RECORDED DATA:
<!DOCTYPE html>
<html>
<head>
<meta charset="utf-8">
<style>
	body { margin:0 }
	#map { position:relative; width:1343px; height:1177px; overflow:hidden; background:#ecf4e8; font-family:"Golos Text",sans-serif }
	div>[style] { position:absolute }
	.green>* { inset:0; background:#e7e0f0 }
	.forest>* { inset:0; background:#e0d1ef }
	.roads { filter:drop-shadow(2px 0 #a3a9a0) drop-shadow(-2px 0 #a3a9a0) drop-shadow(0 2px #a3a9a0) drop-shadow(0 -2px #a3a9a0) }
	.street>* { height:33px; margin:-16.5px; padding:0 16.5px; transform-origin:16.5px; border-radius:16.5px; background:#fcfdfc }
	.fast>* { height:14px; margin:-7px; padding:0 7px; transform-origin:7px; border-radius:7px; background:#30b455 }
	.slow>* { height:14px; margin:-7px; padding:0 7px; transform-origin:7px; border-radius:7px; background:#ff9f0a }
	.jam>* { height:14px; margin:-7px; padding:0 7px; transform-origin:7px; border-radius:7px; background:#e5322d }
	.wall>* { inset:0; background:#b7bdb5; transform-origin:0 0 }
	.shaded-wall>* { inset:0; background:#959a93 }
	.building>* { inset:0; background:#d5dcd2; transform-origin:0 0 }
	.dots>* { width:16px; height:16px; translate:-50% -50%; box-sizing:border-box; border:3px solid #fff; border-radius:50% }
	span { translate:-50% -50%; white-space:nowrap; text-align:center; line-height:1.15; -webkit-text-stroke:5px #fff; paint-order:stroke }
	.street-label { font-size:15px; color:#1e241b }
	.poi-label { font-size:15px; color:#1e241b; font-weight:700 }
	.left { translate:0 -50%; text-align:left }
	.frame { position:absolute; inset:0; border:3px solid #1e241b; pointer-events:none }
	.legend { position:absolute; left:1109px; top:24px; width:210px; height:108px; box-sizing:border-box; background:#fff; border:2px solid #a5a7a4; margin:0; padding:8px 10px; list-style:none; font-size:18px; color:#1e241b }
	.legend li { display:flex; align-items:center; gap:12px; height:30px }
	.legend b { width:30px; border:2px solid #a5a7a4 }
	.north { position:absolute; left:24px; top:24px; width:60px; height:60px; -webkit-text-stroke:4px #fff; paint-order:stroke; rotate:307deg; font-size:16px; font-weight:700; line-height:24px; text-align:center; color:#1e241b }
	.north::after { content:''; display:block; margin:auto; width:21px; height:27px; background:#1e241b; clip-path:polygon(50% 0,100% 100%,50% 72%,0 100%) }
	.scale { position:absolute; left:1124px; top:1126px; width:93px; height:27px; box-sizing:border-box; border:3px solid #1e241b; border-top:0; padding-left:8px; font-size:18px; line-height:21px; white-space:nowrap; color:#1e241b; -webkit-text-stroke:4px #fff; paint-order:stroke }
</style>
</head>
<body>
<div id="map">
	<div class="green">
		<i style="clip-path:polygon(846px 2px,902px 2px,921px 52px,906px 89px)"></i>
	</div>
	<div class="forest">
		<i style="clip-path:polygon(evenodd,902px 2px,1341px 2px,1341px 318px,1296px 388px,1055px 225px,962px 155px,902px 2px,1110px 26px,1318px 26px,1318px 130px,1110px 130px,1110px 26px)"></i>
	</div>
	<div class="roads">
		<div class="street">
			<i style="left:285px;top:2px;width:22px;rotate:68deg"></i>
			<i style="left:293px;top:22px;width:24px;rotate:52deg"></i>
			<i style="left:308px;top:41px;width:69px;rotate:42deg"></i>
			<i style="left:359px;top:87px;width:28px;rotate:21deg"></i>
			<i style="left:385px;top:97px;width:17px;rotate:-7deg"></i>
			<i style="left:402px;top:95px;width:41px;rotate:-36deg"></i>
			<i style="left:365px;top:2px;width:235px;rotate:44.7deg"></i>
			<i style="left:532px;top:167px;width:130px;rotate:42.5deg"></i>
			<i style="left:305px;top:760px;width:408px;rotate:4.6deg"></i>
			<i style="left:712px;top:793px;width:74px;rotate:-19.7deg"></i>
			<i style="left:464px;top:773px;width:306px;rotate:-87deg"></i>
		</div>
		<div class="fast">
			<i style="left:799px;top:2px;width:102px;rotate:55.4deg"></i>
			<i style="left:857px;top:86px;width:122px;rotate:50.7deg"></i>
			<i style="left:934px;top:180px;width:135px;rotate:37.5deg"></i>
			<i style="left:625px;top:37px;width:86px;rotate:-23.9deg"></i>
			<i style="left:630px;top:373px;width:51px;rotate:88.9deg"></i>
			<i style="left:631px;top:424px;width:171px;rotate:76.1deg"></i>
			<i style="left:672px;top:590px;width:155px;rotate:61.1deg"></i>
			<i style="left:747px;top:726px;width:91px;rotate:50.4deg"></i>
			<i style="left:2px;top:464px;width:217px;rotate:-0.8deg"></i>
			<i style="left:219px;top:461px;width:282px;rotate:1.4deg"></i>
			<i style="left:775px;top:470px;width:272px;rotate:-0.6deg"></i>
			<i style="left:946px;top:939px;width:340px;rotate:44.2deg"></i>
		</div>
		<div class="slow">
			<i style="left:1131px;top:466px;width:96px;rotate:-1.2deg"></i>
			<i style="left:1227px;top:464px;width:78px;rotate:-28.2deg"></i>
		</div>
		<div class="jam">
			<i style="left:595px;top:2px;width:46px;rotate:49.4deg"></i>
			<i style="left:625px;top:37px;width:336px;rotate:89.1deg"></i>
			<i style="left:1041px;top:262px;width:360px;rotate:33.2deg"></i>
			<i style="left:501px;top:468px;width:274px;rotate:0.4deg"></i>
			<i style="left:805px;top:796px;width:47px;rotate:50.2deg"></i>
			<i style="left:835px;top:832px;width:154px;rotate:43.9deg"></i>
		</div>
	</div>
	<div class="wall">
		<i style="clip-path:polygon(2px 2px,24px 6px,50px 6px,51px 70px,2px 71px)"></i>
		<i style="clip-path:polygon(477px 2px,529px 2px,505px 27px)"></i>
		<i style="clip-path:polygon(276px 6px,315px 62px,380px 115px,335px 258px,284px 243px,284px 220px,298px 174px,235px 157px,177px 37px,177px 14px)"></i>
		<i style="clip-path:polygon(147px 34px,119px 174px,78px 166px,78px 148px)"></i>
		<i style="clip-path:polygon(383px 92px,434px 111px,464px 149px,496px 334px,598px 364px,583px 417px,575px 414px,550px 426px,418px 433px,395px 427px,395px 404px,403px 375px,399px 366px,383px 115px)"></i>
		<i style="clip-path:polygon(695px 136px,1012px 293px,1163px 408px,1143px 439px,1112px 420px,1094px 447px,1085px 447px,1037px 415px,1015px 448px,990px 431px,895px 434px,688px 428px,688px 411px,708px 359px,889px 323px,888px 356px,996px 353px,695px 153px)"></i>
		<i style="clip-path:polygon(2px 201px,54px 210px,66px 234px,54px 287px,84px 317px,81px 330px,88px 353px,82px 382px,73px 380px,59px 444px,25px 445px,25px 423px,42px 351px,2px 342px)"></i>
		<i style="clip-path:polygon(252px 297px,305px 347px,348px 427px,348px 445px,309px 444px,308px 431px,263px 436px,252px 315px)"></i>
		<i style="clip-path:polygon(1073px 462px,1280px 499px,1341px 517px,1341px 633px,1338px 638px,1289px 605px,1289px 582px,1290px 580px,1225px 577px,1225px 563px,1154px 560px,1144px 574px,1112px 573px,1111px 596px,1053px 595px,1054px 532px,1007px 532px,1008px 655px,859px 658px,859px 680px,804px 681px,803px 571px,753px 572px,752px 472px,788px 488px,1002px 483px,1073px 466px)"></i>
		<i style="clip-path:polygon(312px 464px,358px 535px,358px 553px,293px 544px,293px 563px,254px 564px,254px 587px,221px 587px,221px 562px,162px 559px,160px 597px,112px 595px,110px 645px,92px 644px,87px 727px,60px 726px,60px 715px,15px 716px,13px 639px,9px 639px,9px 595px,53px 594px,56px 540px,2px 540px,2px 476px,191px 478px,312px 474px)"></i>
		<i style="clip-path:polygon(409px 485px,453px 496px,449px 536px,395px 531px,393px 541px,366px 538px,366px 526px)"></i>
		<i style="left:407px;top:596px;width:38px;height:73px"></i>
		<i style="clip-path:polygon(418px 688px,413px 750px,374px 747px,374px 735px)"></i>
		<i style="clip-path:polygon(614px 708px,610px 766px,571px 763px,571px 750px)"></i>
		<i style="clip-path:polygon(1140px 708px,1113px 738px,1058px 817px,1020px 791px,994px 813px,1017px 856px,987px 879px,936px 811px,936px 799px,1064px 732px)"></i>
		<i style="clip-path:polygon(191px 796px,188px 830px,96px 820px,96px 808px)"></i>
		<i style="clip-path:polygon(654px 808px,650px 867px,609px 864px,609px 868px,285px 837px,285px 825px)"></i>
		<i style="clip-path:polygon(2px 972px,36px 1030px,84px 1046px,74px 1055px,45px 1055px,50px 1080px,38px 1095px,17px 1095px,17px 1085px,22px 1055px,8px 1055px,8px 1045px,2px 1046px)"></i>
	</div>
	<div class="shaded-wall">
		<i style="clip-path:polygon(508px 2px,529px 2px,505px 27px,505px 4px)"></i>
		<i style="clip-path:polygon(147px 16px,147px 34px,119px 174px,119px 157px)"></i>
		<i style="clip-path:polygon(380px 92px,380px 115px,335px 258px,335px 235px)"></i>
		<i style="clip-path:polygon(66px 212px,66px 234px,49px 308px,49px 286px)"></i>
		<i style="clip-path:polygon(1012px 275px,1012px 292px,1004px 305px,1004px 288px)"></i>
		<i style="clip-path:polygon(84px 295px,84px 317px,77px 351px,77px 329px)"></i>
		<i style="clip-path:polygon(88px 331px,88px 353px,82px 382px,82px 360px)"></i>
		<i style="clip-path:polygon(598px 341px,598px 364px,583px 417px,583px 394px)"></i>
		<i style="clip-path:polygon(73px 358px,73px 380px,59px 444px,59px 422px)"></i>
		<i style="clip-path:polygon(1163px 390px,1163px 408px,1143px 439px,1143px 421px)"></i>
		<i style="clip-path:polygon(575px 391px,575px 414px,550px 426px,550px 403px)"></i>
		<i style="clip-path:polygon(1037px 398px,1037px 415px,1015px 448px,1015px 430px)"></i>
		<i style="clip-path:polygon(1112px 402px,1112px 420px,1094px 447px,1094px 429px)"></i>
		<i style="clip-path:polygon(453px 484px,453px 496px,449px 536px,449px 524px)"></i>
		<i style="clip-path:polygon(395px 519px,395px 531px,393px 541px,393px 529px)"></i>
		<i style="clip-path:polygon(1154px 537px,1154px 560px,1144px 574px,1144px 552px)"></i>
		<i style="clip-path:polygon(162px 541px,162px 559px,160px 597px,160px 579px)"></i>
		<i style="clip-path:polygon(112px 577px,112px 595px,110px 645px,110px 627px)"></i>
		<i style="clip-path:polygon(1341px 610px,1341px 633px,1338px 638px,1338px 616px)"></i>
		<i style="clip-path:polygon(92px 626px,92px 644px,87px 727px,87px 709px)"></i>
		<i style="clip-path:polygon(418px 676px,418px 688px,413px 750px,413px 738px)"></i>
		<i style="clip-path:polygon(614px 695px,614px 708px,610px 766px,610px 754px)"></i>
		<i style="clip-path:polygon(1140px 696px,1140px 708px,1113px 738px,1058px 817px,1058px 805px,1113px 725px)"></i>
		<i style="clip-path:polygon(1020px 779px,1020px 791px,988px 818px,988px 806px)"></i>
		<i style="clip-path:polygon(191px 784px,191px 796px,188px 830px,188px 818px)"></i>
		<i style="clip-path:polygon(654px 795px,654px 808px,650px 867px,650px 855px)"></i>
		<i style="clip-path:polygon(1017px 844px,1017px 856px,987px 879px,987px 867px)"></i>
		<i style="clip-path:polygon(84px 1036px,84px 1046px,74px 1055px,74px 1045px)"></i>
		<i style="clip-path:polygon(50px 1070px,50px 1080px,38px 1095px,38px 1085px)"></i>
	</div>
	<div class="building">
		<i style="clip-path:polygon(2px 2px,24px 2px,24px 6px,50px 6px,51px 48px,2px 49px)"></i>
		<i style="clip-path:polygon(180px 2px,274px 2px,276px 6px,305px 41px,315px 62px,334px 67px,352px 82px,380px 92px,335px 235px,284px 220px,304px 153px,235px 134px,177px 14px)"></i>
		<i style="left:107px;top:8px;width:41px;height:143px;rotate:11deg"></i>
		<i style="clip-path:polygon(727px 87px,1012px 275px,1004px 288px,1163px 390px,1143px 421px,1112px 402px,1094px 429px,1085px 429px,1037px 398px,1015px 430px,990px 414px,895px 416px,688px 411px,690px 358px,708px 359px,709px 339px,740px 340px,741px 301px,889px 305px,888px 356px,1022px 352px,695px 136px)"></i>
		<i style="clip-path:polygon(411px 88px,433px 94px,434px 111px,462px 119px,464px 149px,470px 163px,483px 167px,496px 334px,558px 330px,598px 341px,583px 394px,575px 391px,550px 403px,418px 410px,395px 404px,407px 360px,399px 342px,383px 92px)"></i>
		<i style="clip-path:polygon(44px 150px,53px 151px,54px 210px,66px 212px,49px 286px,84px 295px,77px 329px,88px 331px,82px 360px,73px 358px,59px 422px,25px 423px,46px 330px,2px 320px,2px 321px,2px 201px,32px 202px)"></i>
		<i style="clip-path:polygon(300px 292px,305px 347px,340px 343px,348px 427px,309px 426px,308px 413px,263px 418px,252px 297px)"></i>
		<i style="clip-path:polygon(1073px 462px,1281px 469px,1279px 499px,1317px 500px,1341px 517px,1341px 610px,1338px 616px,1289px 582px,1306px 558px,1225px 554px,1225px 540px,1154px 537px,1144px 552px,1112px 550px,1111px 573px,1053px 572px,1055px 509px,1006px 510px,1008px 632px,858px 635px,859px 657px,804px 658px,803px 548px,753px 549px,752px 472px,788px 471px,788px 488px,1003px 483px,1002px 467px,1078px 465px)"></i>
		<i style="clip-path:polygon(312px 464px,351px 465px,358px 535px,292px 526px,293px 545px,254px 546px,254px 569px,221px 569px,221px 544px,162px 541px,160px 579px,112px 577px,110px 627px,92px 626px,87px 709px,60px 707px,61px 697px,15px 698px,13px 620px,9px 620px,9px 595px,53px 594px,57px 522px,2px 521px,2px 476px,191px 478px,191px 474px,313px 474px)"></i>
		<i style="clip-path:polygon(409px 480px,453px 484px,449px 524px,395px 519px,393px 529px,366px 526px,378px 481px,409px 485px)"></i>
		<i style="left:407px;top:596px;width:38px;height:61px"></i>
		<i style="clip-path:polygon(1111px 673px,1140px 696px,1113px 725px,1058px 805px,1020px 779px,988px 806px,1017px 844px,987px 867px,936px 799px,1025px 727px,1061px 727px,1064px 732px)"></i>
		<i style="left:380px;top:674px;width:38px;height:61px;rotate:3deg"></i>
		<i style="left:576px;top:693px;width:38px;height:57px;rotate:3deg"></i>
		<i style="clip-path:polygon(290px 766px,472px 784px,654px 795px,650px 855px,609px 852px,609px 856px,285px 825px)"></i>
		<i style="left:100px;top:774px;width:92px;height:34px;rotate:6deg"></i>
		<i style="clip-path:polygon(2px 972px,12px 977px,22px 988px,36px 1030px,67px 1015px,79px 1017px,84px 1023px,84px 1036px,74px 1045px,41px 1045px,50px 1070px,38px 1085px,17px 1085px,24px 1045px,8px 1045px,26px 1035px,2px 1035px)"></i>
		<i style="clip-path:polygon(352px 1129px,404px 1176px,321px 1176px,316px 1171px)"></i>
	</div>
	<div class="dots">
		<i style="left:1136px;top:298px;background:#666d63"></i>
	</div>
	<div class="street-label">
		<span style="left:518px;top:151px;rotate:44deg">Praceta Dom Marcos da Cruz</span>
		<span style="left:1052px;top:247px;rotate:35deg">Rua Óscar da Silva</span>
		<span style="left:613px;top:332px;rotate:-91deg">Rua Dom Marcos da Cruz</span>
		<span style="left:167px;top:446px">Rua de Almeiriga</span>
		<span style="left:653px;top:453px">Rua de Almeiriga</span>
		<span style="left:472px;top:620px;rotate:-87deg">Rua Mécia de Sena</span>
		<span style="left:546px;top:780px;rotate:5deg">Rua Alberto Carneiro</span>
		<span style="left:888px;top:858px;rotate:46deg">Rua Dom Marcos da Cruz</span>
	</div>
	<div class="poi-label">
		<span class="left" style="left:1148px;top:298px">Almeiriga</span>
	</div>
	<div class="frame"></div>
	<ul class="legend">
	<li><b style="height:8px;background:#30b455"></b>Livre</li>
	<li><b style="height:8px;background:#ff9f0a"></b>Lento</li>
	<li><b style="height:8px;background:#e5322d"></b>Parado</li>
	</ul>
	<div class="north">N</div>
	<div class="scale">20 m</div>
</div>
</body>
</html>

WHAT YOU NEED TO DO:
Precisely reproduce the lines of the entries, beginning at the first and ending at the one containing "position:relative; width:1343px; height:1177px;". Add nothing.

WORKED SOLUTION:
<!DOCTYPE html>
<html>
<head>
<meta charset="utf-8">
<style>
	body { margin:0 }
	#map { position:relative; width:1343px; height:1177px; overflow:hidden; background:#ecf4e8; font-family:"Golos Text",sans-serif }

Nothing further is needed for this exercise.